### WHAT THIS TASK INVOLVES
Look below for the line holding "1730px,893px 1740px,846px 1791px,835px" and the line holding "1757px,853px 1820px,835px 1836px,773px". Transcribe exactly those lines and all lines between them, nothing more.

******************************

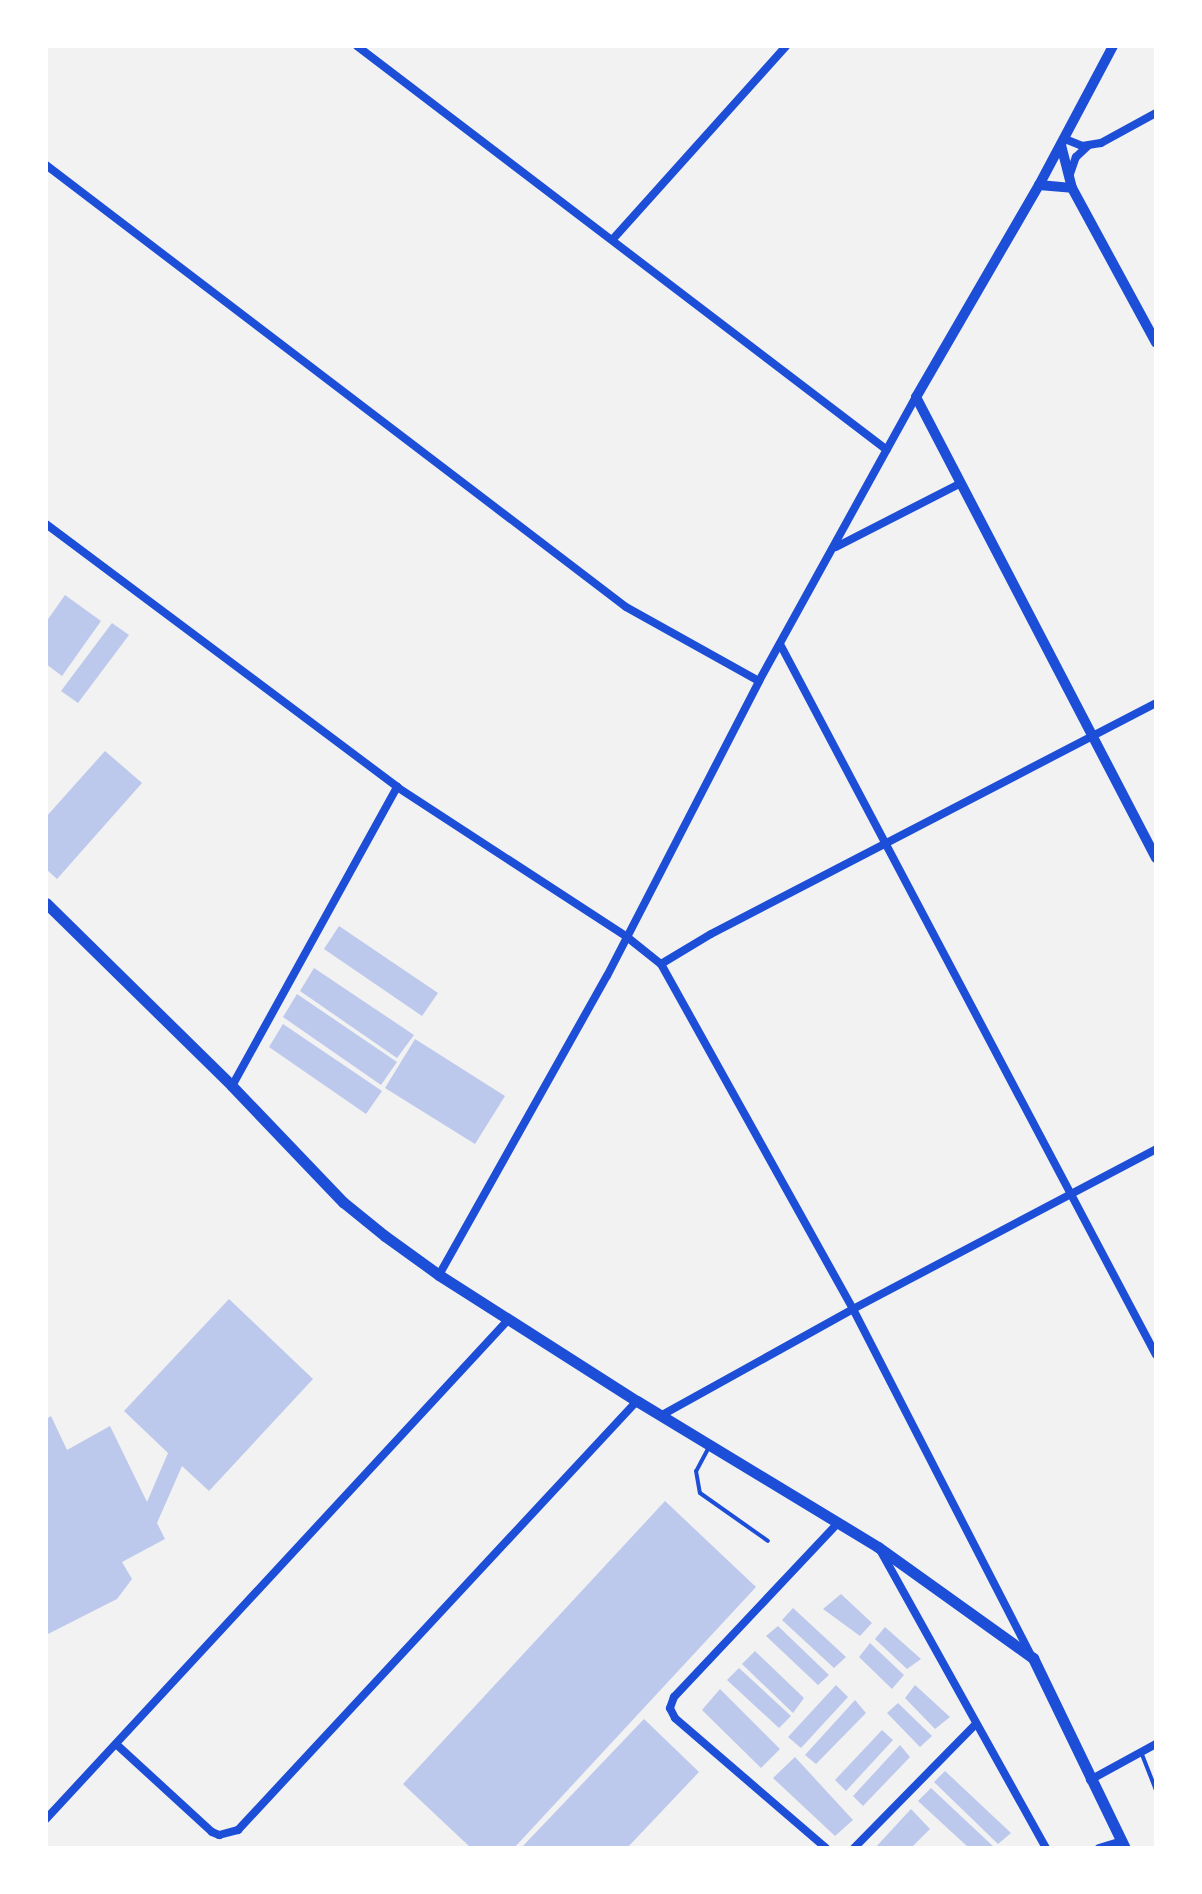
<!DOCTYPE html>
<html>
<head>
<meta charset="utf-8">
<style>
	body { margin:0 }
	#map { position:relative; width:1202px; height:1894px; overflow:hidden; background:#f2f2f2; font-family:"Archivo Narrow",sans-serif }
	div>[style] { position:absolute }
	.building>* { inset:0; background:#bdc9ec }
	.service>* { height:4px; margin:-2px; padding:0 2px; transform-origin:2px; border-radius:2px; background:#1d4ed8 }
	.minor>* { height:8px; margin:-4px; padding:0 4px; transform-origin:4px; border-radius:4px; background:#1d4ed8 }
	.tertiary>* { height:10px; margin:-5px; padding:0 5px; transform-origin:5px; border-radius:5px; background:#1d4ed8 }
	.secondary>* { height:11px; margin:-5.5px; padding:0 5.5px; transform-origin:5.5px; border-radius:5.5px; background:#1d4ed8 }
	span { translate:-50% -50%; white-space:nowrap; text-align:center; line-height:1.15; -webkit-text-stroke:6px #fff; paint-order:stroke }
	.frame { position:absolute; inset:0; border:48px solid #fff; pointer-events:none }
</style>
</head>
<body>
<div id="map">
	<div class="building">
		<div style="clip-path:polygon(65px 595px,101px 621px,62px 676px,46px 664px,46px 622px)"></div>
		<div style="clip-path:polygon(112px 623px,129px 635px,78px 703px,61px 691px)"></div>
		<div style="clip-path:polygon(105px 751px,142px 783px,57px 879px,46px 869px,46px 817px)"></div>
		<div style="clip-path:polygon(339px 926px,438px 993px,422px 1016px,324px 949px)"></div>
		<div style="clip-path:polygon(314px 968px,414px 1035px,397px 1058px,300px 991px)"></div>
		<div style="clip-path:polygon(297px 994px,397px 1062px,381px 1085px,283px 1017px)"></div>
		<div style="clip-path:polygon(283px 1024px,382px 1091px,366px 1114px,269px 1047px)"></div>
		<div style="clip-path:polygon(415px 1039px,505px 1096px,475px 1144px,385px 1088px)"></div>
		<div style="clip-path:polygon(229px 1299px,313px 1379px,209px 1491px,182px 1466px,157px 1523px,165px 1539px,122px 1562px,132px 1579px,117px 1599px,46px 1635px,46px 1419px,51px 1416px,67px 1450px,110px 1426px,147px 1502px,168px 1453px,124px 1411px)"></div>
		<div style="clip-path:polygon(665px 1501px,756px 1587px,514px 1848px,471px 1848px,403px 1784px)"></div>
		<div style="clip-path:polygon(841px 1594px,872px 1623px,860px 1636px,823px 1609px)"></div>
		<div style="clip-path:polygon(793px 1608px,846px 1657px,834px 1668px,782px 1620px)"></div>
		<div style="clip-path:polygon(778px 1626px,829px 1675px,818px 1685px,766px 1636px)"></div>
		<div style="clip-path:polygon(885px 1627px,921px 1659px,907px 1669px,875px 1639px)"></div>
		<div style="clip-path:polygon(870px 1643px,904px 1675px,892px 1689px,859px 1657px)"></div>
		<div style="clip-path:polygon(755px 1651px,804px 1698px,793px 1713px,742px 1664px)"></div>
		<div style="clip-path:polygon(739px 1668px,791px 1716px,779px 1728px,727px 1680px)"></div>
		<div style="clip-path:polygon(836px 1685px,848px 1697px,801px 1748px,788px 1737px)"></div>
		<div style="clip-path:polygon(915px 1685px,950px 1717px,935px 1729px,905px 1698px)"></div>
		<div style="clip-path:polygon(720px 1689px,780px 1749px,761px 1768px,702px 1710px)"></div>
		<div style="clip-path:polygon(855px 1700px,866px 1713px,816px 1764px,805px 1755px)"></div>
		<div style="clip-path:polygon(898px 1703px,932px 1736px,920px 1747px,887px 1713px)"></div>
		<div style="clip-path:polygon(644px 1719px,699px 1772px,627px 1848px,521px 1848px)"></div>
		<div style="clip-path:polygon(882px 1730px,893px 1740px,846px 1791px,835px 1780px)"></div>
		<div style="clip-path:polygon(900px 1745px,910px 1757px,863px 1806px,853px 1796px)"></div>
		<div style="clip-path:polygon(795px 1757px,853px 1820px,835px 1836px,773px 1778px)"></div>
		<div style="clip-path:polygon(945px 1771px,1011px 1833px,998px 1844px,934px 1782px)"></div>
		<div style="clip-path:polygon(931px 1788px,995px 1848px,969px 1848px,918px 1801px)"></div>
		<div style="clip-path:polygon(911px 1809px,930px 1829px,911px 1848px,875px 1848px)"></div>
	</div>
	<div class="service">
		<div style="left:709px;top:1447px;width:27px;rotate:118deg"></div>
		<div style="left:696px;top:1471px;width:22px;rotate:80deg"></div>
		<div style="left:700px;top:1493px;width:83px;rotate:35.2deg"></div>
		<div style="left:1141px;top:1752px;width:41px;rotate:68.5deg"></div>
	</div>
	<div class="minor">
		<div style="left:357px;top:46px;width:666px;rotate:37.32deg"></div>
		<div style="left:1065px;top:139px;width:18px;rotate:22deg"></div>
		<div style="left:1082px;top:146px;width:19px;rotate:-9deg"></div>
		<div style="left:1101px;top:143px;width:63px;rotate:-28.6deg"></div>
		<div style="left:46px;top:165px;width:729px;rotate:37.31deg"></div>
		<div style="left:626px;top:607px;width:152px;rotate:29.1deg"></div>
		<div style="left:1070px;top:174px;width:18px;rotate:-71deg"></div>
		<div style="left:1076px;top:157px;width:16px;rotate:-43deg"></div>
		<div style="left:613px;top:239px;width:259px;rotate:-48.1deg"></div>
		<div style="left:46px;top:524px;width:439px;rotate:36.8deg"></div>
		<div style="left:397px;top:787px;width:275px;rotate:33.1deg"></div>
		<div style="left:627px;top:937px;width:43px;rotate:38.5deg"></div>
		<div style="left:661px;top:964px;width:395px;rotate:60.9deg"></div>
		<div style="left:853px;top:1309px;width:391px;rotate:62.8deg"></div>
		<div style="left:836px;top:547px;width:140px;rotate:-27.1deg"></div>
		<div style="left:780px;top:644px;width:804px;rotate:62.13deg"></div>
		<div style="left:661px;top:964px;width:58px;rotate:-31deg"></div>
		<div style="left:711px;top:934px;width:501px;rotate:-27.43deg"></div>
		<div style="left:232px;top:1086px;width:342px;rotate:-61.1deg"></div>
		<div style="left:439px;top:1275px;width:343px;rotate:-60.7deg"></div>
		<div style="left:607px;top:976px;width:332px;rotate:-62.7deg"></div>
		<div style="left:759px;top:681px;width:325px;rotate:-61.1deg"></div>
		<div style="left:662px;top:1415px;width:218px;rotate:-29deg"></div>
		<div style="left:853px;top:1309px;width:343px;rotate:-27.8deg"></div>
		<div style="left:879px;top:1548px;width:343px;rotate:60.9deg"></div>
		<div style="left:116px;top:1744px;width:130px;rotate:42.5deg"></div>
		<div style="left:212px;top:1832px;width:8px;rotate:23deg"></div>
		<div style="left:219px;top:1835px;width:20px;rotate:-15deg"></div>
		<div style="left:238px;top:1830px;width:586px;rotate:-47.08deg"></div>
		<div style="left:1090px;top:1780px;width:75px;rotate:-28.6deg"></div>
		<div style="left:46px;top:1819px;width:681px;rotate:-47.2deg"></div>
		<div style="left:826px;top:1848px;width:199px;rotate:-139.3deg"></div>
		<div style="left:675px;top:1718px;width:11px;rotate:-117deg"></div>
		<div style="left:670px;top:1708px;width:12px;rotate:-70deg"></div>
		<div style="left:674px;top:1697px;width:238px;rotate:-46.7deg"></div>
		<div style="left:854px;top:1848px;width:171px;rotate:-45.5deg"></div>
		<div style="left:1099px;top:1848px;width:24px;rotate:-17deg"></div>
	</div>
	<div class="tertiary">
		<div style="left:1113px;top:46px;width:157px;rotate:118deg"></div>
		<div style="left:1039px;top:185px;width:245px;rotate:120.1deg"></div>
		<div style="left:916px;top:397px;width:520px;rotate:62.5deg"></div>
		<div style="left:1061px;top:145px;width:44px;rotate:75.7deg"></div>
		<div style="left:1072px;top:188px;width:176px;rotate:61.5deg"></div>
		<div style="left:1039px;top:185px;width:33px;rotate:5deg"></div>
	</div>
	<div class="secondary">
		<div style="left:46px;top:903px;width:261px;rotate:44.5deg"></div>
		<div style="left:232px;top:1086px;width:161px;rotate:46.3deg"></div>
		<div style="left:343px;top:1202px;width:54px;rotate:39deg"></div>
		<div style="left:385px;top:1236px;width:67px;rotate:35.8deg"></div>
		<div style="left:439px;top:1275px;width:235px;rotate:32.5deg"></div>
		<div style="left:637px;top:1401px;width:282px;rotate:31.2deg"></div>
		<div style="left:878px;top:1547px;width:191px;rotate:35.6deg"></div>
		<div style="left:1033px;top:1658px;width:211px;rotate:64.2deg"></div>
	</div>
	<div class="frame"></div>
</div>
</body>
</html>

******************************

### ANSWER SECTION
		<div style="clip-path:polygon(882px 1730px,893px 1740px,846px 1791px,835px 1780px)"></div>
		<div style="clip-path:polygon(900px 1745px,910px 1757px,863px 1806px,853px 1796px)"></div>
		<div style="clip-path:polygon(795px 1757px,853px 1820px,835px 1836px,773px 1778px)"></div>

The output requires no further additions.